His grief was infectious, and Flick found herself fighting back tears. What got into people that made them persecute one another? she asked herself. What made the Nazis torment harmless eccentrics like Gerhard?
"So I came to London," Gerhard said. "My father was English. He was a sailor from Liverpool who got off his ship in Hamburg and fell in love with a pretty German girl and married her. He died when I was two, so I never really knew him, but he gave me my surname, which is O'Reilly, and I always had dual nationality. It still cost me all my savings to get a passport, in 1939. As things turned out, I was just in time. Happily, there's always work for a telephone engineer in any city. So here I am, the toast of London, the deviant diva."
"It's a sad story," Flick said. "I'm very sorry."
"Thank you, sweetheart. But the world is full of sad stories these days, isn't it? Why are you interested in mine?"
"I need a female telephone engineer."
"What on earth for?"
"I can't tell you much. As Mark said, it's hush-hush. One thing I can say is that the job is very dangerous. You might get killed."

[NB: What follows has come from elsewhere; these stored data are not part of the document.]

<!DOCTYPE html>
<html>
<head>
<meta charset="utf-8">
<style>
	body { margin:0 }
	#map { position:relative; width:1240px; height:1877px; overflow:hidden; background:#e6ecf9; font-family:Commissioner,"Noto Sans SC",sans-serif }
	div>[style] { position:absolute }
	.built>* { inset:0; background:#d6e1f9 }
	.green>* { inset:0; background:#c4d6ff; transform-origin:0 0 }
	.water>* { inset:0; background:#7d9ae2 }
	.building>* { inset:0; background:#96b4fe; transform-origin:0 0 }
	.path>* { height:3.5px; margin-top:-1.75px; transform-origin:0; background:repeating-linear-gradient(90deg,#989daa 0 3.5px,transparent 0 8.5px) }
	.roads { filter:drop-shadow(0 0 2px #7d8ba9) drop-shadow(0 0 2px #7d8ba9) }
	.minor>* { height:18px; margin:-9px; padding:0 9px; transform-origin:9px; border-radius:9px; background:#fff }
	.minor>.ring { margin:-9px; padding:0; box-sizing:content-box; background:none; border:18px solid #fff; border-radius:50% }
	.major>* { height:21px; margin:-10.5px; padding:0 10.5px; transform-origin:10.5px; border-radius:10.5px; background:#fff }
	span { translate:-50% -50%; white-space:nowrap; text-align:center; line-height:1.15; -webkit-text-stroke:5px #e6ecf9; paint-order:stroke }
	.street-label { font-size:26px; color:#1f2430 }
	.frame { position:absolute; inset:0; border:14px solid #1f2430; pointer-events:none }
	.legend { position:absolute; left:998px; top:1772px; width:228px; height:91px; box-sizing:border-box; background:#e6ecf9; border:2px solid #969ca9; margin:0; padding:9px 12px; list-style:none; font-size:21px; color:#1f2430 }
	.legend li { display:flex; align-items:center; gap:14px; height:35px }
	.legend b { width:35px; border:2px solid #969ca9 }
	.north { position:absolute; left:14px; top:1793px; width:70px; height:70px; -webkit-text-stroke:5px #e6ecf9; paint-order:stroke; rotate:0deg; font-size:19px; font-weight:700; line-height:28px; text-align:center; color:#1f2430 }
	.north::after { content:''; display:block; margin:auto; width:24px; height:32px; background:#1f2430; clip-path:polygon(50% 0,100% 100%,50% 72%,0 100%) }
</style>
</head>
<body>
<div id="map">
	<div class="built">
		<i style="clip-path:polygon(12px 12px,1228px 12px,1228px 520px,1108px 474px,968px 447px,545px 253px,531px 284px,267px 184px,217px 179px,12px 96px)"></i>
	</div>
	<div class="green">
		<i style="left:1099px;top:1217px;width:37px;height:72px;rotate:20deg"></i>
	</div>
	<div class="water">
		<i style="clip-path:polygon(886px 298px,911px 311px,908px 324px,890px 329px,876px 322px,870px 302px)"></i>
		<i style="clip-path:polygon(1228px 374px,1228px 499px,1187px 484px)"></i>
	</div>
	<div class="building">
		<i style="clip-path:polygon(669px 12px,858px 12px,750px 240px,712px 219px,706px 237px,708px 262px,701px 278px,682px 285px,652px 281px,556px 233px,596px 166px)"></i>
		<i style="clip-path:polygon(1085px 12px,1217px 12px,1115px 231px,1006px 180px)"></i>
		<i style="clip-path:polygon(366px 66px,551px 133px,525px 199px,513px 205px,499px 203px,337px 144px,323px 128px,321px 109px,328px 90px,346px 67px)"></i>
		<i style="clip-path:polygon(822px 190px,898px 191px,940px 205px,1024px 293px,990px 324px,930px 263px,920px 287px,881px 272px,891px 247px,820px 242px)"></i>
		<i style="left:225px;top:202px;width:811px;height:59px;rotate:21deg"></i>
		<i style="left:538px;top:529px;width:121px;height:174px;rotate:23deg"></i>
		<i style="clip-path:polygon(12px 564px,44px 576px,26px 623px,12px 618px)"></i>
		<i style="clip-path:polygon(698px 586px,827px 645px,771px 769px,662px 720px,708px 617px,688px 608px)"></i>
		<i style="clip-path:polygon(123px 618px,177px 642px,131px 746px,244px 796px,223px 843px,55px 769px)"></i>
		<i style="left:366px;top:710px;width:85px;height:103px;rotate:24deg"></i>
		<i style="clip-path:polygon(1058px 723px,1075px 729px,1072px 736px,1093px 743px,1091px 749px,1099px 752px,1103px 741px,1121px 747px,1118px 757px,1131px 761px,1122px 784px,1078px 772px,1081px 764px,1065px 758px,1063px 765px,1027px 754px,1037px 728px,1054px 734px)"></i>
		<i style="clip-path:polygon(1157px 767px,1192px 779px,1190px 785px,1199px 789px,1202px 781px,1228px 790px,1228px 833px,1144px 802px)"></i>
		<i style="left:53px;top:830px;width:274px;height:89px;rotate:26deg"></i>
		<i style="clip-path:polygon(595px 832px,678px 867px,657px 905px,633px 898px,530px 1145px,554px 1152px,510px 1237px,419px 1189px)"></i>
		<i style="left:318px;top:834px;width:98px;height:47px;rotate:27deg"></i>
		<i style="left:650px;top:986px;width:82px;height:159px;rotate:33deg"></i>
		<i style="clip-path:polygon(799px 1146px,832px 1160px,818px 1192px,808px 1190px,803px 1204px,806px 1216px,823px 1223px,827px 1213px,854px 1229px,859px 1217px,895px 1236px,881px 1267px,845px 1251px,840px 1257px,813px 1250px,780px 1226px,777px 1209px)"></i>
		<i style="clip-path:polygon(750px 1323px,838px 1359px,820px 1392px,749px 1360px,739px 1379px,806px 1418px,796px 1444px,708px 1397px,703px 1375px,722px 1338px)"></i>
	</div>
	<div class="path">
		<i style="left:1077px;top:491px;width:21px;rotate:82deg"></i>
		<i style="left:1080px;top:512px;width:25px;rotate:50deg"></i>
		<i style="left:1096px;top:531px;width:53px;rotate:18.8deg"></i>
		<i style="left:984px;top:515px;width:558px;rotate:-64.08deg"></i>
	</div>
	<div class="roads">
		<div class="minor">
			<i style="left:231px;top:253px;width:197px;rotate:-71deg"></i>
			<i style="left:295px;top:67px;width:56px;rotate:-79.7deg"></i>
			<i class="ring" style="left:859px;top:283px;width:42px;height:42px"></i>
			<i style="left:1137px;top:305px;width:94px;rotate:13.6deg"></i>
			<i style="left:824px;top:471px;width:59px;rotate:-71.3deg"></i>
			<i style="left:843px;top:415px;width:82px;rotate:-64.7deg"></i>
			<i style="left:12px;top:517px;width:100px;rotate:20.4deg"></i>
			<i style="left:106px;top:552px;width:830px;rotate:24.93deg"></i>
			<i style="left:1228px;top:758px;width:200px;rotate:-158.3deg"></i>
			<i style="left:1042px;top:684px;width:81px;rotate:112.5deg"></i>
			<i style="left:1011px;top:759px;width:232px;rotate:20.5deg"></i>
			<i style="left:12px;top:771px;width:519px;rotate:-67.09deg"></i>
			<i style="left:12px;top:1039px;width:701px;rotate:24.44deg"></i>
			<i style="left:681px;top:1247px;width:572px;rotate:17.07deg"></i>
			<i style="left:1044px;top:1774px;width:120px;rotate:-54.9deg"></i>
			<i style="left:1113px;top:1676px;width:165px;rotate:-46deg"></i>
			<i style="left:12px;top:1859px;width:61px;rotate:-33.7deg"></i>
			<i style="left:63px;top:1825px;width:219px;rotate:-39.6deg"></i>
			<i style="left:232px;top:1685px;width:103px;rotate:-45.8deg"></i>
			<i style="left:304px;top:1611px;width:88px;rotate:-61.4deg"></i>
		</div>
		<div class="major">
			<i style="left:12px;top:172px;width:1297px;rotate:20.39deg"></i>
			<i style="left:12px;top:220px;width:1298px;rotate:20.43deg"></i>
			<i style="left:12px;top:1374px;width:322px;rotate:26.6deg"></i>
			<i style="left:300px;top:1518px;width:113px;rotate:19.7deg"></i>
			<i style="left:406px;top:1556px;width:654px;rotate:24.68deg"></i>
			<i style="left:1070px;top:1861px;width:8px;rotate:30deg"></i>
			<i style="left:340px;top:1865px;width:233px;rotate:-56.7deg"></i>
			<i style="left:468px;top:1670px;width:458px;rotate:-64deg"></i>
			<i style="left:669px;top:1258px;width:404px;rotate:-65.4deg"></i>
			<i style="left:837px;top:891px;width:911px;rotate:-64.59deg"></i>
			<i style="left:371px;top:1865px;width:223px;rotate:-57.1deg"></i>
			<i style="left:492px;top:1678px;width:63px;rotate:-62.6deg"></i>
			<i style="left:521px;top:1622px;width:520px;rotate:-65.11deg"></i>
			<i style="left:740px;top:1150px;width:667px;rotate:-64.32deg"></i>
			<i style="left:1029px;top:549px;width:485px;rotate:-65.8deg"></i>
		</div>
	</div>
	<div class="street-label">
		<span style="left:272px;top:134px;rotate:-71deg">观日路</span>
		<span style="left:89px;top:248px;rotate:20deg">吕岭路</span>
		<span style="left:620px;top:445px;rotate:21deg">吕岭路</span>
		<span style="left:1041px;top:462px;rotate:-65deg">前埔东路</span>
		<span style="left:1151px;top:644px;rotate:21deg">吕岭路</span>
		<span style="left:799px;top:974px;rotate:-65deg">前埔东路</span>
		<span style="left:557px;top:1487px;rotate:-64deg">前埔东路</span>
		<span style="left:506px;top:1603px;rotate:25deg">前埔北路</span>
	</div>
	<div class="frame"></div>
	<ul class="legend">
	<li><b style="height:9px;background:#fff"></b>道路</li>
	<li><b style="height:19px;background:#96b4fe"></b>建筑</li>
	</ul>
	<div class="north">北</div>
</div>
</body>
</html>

"How absolutely chilling! But you can imagine that I'm not very good at rough stuff. They said I was psychologically unsuited to service in the army, and quite bloody rightly. Half the squaddies would have wanted to beat me up and the other half would have been sneaking into bed with me at night."
"I've got all the tough soldiers I need. What I want from you is your expertise."
"Would it mean a chance to hurt those bloody flicking Nazis?"
"Absolutely. If we succeed, it will do a very great deal of damage indeed to the Hitler regime."
"Then, sweetheart, I'm your girl."
Flick smiled. My God, she thought; I've done it.
THE FOURTH DAY
CHAPTER SEVENTEEN
In the middle of the night, the roads of southern England were thronged with traffic. Great convoys of army trucks rumbled along every highway, roaring through the darkened towns, heading for the coast. Bemused villagers stood at their bedroom windows, staring in incredulity at the endless stream of traffic that was stealing their sleep.
"My God," said Greta. "There really is going to be an invasion."
She and Flick had left London shortly after midnight in a borrowed car, a big white Lincoln Continental that Flick loved to drive. Greta wore one of her less eye-popping outfits, a simple black dress with a brunette wig. She would not be Gerhard again until the mission was over.